In July, MPD released footage from the scene of the fatal police-involved shooting of 63-year-old Sherman Evans. In the video, officers arrived outside of an apartment complex near Catholic University to find Evans with a weapon in his hand. For several minutes, officers ask him to drop his weapon. As one of the officers captures the incident on his body-worn camera, he moves behind a car in an apparent attempt to shield himself. The camera is aimed away from Evans during this time, and a few seconds later, the sound of several gun shots are heard. Afterward, officers run toward Evans and put him in handcuffs. An unconscious Evans is then turned over as police try to revive him.
One of the officers is heard telling someone that they shot Evans because he raised his gun at them, though the video does not show this. He was taken to a hospital where he died. Police say they later found a BB gun, which belonged to Evans, at the scene.
And in September—after weeks of tension, protests, and conflicting accounts—the District released footage from the camera of Brian Trainer, a four-year MPD veteran, who fatally shot motorcyclist Terrence Sterling in Mount Vernon Square.

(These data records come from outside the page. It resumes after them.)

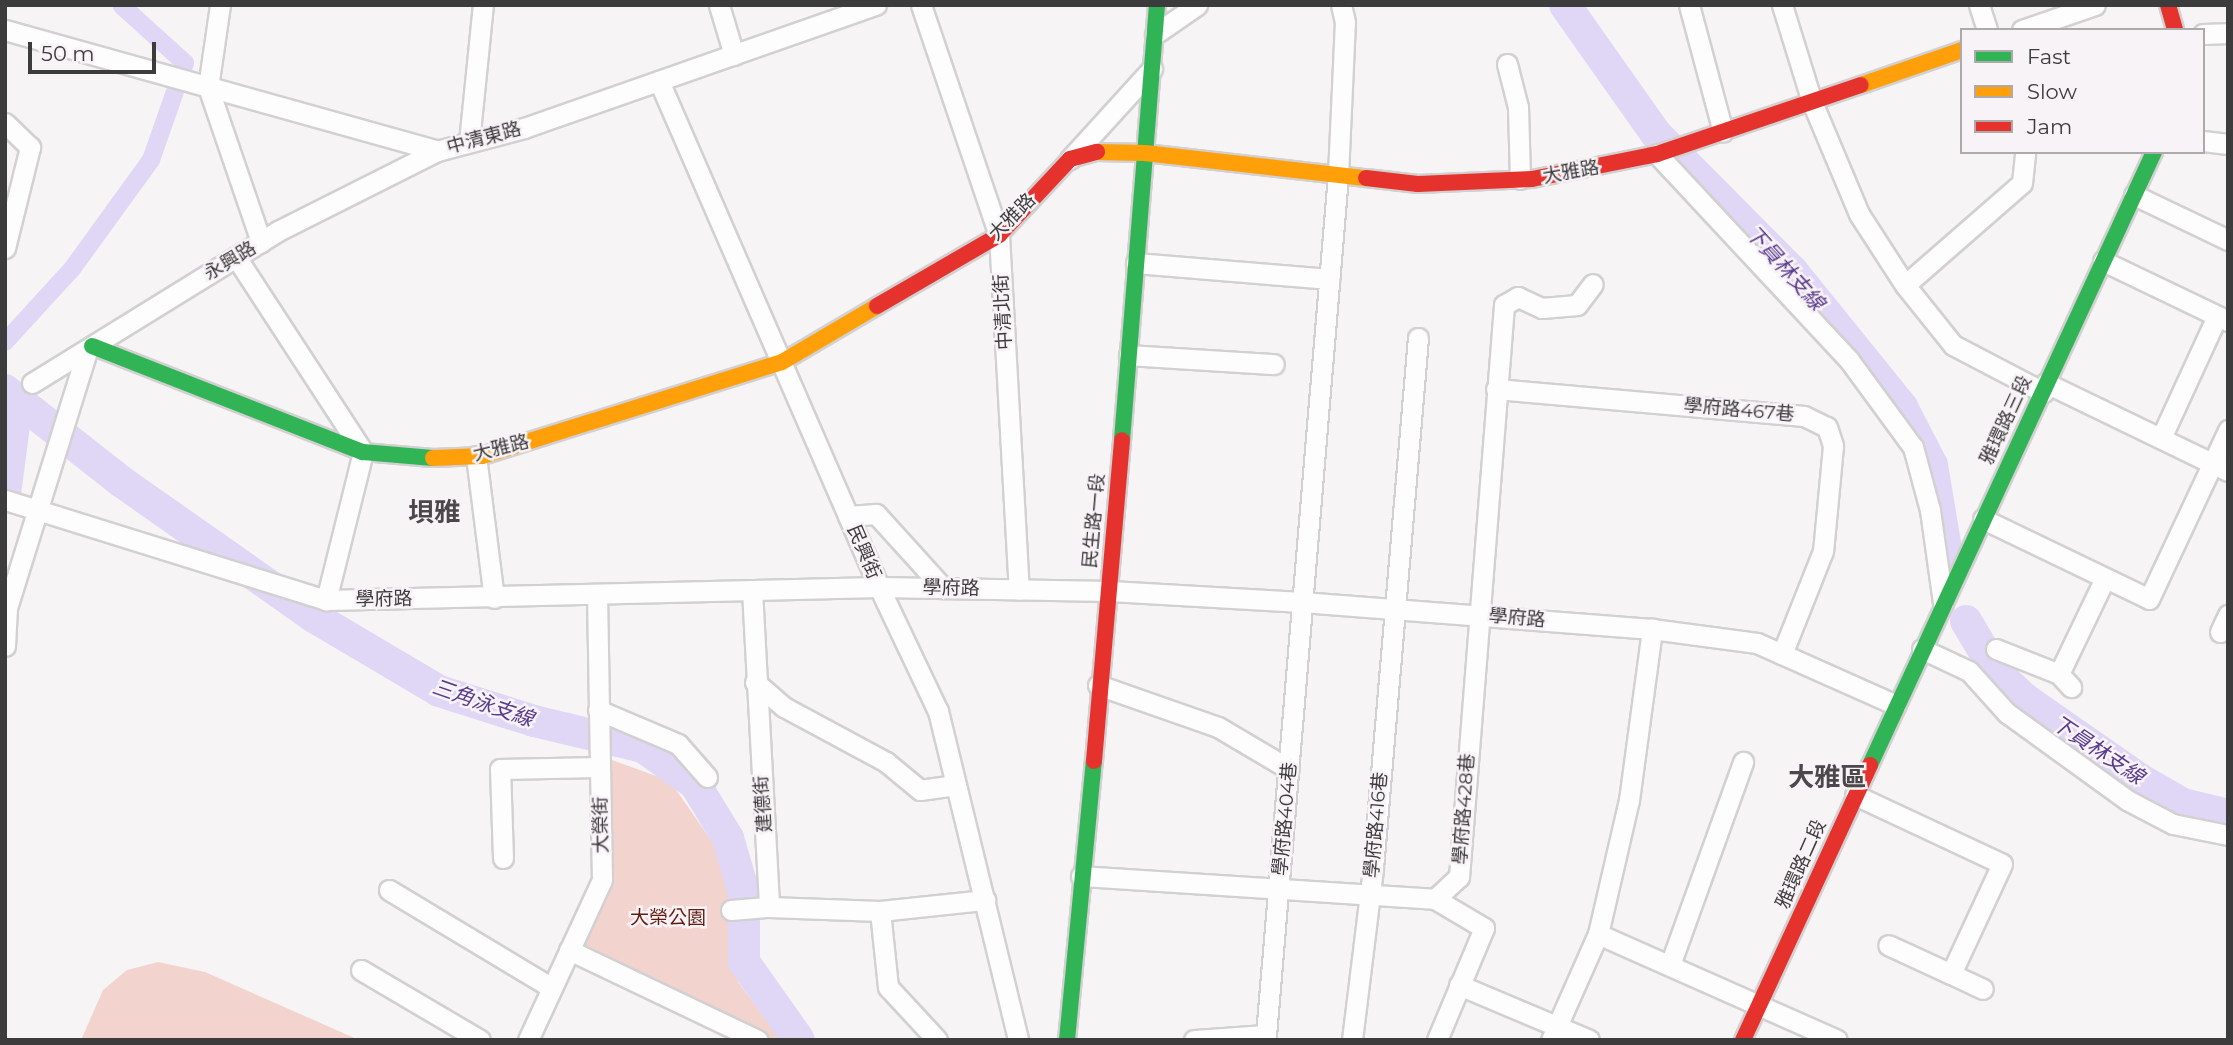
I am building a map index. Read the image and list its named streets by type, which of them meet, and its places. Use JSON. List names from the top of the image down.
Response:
{
  "streets": {
    "street": [
      "中清東路",
      "大雅路",
      "永興路",
      "中清北街",
      "學府路467巷",
      "雅環路三段",
      "民生路一段",
      "民興街",
      "學府路",
      "建德街",
      "學府路428巷",
      "學府路404巷",
      "大榮街",
      "學府路416巷",
      "雅環路二段"
    ]
  },
  "crossings": [
    ["中清東路", "永興路"],
    ["中清東路", "民興街"],
    ["大雅路", "永興路"],
    ["大雅路", "中清北街"],
    ["大雅路", "民生路一段"],
    ["大雅路", "民興街"],
    ["大雅路", "學府路404巷"],
    ["中清北街", "學府路"],
    ["學府路467巷", "學府路"],
    ["學府路467巷", "學府路428巷"],
    ["雅環路三段", "學府路"],
    ["雅環路三段", "雅環路二段"],
    ["民生路一段", "學府路"],
    ["民興街", "學府路"],
    ["學府路", "建德街"],
    ["學府路", "學府路428巷"],
    ["學府路", "學府路404巷"],
    ["學府路", "大榮街"],
    ["學府路", "學府路416巷"],
    ["學府路", "雅環路二段"]
  ],
  "districts": ["垻雅", "大雅區"],
  "water": ["下員林支線", "三角泳支線"],
  "parks": ["大榮公園"],
  "legend": ["Fast", "Slow", "Jam"],
  "scale_bar": "50 m"
}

Trainer did not turn on his camera before interacting with Sterling, so the graphic video showed the aftermath: a bloody scene where 31-year-old Sterling laid on the ground, fighting for his life. The D.C. Chapter of the ACLU said in a statement that, while the body-worn camera program is intended to promote accountability and transparency, "in the case of Mr. Sterling's death, we have neither."
Four days after Sterling’s shooting, Mayor Bowser announced policy changes that require dispatchers to remind officers to turn on their cameras before encountering a member of the public. In return, officers must confirm that they have done so. There were about 10 instances in all where officers forgot to activate the "new technology," Interim Police Chief Peter Newsham said at the time.

Newsham said today that the cameras will improve police services, increase accountability for individual interactions, and strengthen police-community relations.